Only recently, the president had told Republicans in Congress to stop wasting their time on immigration until after November’s elections, but Trump insisted Thursday in a tweet in all capital letters that Congress “Fix our insane immigration laws now!”
“When people, with or without children, enter our Country, they must be told to leave without our Country being forced to endure a long and costly trial,” Trump wrote. “Tell the people “OUT,” and they must leave, just as they would if they were standing on your front lawn.”
Congress has been unable to advance major immigration legislation going back to the George W. Bush years. Republicans are divided among hard-liners and business-oriented moderates who don’t see immigration as a threat. Democrats want a path to citizenship for people living in the country without authorization, which many Republicans deride as “amnesty.”
SANCTUARY RULING
Separately, a federal judge in California on Thursday denied a request by the Trump administration to suspend California’s so-called sanctuary policies that limit cooperation between federal immigration authorities and state and local law enforcement.
In a decision praised by opponents of the Trump administration’s immigration policies, Judge John Mendez of the U.S. District Court for the Eastern District of California ruled that the state’s decision not to assist in federal immigration enforcement was not an “obstacle.”
“Standing aside does not equate to standing in the way,” the judge wrote in a 60-page ruling.
Mendez described the case as presenting “unique and novel” questions about the balance in the country between state and federal powers.
“The Court must answer the complicated question of where the United States’ enumerated
power over immigration ends and California’s reserved police power begins,” the judge said.
He urged Congress to find a “long-term solution” to federal immigration policy — “to set aside the partisan and polarizing politics dominating the current immigration debate and work in a cooperative and bipartisan fashion toward drafting and passing legislation that addresses this critical political issue.”
“Our Nation deserves it,” the judge wrote. “Our Constitution demands it.”
Mendez was nominated to the court by President George W. Bush in 2007.
Although he denied the federal government’s attempt to suspend California’s sanctuary policies, he granted the Trump administration an injunction on the more narrow point of a provision in California’s labor law that limits an employer’s ability to reverify an employee’s eligibility for a job.
The specific section of California’s labor law “appears to stand as an obstacle” to the federal government’s effort to ensure that employees are in the country legally.
But he left open the possibility that the court could change its ruling on this point when more evidence is presented “at a later stage of this litigation.”
In a statement, a spokesman for the Justice Department, Devin O’Malley, said the ruling on labor law was a “major victory for private employers in California who are no longer prevented from cooperating with legitimate enforcement of our nation’s immigration laws.”
But O’Malley said he was “disappointed” in the judge’s rejection of the injunction on the state’s sanctuary laws. The Justice Department, he said, “will continue to seek out and fight unjust policies that threaten public safety.”
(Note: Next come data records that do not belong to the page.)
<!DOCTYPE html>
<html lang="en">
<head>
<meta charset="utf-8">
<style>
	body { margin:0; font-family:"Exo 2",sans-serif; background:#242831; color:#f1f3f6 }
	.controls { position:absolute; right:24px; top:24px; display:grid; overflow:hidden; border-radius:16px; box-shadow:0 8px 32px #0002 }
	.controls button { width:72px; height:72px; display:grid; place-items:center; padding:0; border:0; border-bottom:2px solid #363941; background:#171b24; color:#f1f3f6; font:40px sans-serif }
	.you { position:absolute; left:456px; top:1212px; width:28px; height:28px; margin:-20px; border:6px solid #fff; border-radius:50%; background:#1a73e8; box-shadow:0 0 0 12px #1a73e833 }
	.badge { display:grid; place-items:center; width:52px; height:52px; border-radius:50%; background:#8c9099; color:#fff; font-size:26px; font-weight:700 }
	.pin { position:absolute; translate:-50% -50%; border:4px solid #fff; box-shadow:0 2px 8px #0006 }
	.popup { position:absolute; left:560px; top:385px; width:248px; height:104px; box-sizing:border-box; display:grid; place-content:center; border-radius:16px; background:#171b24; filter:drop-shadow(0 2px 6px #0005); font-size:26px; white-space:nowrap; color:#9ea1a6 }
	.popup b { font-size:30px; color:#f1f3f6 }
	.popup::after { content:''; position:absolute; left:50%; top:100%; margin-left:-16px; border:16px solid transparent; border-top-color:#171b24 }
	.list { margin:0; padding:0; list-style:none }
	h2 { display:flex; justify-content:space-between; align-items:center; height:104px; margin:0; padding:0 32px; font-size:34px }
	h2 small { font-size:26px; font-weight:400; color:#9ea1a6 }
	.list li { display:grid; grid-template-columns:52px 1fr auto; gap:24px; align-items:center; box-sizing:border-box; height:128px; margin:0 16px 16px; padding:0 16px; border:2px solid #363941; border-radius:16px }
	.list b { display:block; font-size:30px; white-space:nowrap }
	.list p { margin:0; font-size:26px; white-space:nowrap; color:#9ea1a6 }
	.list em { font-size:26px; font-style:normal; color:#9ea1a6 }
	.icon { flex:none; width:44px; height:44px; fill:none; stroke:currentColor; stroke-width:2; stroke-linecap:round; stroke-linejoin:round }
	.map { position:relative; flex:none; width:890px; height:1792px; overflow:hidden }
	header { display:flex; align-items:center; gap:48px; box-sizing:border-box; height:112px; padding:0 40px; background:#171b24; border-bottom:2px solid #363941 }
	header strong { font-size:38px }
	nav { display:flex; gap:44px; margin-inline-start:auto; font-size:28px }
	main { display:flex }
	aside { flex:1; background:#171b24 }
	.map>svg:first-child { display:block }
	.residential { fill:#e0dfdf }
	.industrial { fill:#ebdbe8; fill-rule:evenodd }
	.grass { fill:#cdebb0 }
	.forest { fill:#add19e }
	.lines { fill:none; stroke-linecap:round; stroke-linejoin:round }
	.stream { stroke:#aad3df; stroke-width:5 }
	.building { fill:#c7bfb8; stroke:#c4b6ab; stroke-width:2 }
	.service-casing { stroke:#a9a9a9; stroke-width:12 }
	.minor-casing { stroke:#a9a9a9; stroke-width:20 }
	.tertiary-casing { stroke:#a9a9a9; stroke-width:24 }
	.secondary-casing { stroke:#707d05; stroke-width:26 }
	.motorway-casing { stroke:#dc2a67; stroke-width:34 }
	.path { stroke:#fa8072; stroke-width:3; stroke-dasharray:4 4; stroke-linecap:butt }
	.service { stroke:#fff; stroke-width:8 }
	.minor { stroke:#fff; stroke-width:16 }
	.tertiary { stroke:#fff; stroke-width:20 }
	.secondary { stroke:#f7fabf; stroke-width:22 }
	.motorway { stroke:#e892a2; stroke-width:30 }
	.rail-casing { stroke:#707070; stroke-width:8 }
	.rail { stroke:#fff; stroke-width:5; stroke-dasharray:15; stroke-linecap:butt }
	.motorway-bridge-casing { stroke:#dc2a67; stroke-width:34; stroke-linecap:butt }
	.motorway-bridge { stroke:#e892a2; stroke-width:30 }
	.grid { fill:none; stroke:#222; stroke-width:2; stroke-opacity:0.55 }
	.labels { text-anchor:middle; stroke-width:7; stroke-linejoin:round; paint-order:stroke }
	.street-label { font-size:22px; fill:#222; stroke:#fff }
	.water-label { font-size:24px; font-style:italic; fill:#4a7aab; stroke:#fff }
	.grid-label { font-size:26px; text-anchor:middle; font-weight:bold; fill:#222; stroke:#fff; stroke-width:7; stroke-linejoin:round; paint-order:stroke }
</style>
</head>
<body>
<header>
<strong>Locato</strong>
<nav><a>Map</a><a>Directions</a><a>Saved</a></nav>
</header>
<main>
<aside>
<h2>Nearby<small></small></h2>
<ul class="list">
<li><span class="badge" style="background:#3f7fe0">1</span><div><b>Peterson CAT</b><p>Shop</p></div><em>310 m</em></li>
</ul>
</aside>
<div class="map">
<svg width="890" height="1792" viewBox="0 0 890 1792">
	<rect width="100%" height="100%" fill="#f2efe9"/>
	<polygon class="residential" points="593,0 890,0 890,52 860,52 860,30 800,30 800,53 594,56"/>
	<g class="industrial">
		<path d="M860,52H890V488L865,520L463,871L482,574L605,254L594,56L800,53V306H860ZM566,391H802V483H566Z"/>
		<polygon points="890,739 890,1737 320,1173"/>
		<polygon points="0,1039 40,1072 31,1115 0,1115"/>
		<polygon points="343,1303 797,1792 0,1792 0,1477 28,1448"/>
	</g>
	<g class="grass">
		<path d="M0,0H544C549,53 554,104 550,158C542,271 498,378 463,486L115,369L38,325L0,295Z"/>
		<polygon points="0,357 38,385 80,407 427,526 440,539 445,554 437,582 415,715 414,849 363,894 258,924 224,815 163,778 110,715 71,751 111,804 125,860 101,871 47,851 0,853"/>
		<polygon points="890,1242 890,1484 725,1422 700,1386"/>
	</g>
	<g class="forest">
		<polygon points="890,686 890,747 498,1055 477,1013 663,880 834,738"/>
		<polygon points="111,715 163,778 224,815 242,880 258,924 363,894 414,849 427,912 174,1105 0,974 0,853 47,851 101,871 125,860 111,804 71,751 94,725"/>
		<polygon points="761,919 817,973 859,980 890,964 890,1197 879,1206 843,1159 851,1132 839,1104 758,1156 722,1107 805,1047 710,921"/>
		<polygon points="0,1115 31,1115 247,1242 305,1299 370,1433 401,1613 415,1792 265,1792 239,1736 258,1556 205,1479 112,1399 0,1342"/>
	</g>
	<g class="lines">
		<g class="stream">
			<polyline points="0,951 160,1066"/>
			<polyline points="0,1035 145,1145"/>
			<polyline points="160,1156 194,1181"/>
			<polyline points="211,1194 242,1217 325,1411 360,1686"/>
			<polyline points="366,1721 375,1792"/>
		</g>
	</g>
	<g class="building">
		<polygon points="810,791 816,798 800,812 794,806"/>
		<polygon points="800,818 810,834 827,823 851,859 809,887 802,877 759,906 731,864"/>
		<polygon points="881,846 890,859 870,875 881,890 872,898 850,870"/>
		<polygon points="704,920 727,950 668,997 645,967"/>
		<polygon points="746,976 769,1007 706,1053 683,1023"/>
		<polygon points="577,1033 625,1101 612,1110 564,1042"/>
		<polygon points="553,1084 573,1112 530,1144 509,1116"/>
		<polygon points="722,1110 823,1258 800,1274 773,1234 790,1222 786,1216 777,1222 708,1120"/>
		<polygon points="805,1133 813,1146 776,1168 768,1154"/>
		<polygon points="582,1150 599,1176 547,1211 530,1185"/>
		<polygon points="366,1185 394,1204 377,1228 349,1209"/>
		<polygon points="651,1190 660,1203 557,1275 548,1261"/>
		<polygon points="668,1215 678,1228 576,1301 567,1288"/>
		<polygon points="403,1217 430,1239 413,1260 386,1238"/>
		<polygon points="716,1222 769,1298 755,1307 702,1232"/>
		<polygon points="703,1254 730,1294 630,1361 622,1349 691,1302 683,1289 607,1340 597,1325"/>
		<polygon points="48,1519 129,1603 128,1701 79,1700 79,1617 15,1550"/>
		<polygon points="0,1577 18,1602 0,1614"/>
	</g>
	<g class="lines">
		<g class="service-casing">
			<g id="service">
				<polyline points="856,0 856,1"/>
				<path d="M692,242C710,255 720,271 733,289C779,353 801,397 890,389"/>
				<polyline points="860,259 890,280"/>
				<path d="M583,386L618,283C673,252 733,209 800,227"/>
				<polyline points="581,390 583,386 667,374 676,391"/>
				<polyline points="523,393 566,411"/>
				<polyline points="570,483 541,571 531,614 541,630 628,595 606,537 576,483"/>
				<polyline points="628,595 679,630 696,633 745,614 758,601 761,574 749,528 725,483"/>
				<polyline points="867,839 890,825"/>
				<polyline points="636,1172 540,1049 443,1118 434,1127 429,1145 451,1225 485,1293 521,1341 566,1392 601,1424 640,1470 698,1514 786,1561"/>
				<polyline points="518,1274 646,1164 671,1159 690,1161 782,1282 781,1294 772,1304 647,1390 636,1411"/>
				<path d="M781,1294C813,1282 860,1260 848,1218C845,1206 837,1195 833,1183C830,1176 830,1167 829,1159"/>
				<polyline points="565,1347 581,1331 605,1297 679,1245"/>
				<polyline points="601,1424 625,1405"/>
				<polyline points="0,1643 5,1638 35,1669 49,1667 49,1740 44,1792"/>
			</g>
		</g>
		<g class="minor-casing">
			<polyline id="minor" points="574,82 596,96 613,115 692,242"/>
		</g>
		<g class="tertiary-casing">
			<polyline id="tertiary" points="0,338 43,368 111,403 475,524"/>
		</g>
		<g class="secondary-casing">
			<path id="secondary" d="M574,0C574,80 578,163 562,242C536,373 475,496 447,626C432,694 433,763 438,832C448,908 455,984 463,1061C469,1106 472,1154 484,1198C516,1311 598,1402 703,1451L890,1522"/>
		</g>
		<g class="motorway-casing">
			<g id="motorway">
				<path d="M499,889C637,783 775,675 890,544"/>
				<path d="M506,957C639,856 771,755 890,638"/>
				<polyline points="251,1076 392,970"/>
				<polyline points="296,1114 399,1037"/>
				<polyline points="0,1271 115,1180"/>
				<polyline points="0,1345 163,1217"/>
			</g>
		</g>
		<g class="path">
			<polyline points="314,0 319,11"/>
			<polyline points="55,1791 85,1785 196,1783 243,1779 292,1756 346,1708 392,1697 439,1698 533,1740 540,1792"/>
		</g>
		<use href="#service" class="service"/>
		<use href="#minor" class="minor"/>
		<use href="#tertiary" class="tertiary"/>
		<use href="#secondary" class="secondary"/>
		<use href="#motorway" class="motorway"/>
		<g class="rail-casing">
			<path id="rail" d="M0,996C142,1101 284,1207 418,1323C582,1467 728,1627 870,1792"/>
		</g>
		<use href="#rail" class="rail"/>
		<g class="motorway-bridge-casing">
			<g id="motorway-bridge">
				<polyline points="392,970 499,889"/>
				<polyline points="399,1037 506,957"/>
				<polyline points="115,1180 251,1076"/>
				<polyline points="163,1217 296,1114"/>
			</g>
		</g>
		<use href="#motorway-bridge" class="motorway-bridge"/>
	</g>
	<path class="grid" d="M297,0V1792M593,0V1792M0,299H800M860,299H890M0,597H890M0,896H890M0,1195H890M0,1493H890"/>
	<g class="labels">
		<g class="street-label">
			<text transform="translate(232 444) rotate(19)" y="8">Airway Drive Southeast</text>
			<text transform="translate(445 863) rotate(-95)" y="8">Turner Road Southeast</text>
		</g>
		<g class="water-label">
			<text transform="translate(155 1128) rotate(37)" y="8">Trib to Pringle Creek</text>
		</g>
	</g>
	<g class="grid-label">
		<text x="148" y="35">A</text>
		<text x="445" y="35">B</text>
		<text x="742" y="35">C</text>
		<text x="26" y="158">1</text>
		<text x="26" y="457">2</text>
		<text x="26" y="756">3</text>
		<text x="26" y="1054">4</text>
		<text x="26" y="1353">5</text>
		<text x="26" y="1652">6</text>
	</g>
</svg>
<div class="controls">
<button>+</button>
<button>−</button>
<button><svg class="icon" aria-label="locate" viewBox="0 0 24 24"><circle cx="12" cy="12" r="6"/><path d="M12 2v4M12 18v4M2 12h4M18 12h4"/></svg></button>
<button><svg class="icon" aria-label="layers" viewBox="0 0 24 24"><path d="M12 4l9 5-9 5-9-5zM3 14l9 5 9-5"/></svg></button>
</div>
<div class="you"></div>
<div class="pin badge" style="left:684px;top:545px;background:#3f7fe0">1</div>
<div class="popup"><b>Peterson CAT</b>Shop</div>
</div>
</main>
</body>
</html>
Opponents of the Trump administration’s immigration policies heralded the ruling as a victory. “California is under no obligation to assist Trump tear families apart,” Kevin de Leon, who is running for senator in November’s election, said in a statement. “We cannot stop his meanspirited immigration policies, but we don’t have to help him, and we won’t.”
Lawyers for the Trump administration had argued that California lacked the authority to “intentionally interfere” with local governments’ voluntary cooperation with federal immigration officials.
California’s lawyers responded by saying the state had “acted squarely within its constitutional authority” and that the sanctuary laws did not undermine the federal government’s authority to enforce immigration laws.